Миг власти московского князя - Алла Панова
Шрифт:
Интервал:
Закладка:
Она все смотрела и смотрела на страшного человека, в каком‑то жутком танце двигавшемся перед ней, будто все еще не веря, что тот самый Кузя, которого из жалости приютили ее родители, смог поднять руку на них и на нее, кого со смехом называл сестренкой.
Кажется, она даже не ощутила смертельного удара Вилы легко вошли в ее хрупкое тело, которое тут же обмякло и с легким шуршанием опустилось на слежавшееся сено. Кузьма не столько видел своим единственным, страшно вращающимся глазом, сколько ощутил что проткнул острыми вилами мягкое и живое существо, и от радости, что смог отомстить девчонке, засмеялся.
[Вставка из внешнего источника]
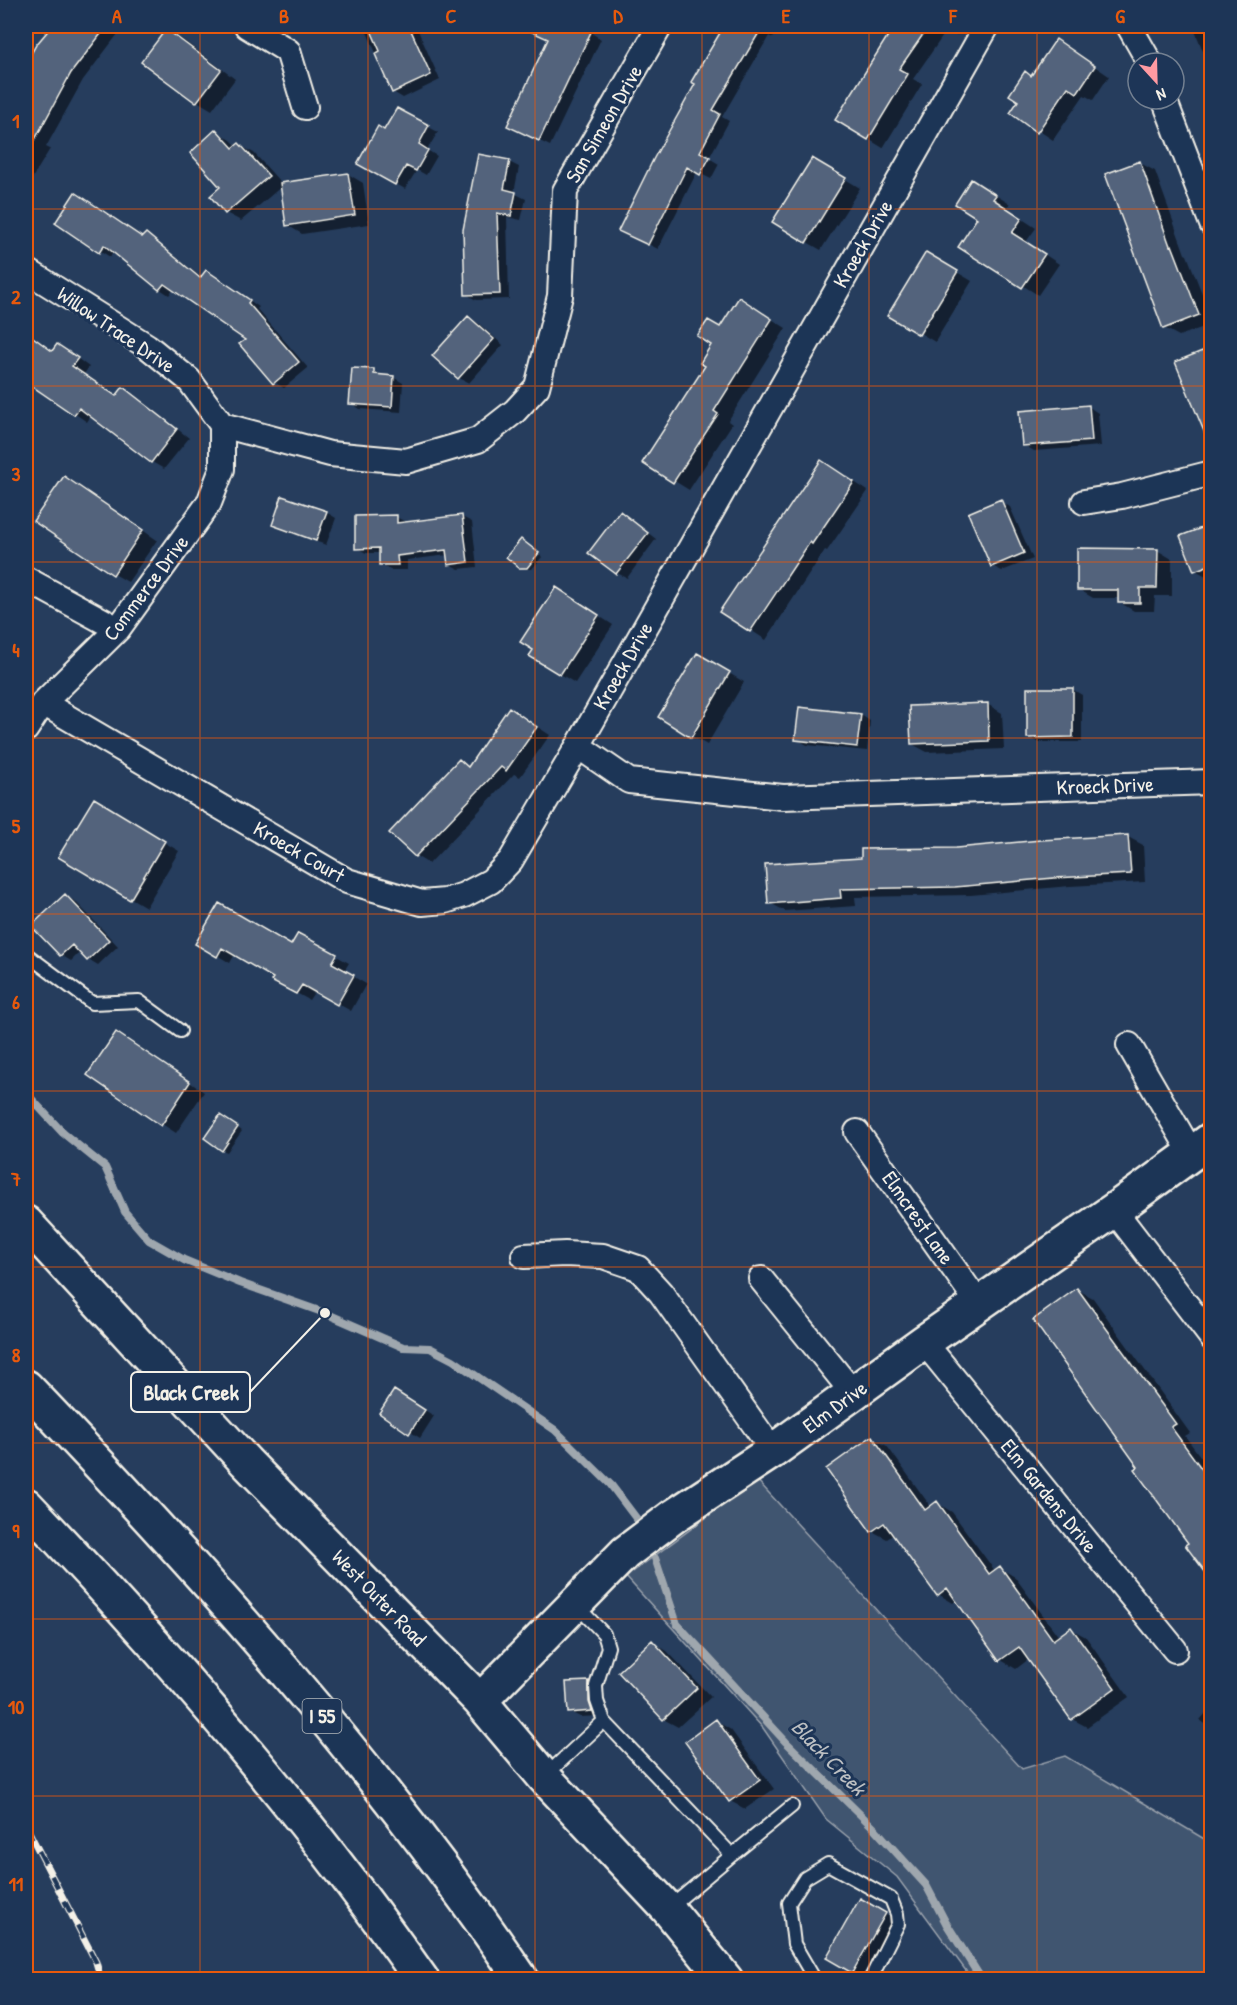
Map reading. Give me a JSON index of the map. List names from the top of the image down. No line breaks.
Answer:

Смех причинил ему невыносимую боль. Ярость мгновенно охватила его, и он со всей силой стал колоть вилами уже бездыханное тело.
Успокоился он не скоро. Отвлекли его звуки, издаваемые испуганными животными. Почуяв запах крови, метались в загоне, ударяясь о перегородку, овцы, спокойная корова, задрав голову, истошно мычала, а лошадь взбрыкивала, пятилась от коновязи, резко мотала головой и уже почти освободилась от веревки, накинутой ей на шею. Кузьма мутным взглядом посмотрел на кровавое месиво, в которое превратилось детское тело, сделал шаг в сторону, но поскользнулся и упал навзничь. Подняться сразу он не смог: не было сил, словно руки и ноги враз ему отказали. Ничего не видя вокруг, он лежал на пропитанном кровью сене, вдыхая тяжелый сладковатый запах, не имея возможности поднять руку, чтобы вытереть слезы, катившиеся по грязной щеке.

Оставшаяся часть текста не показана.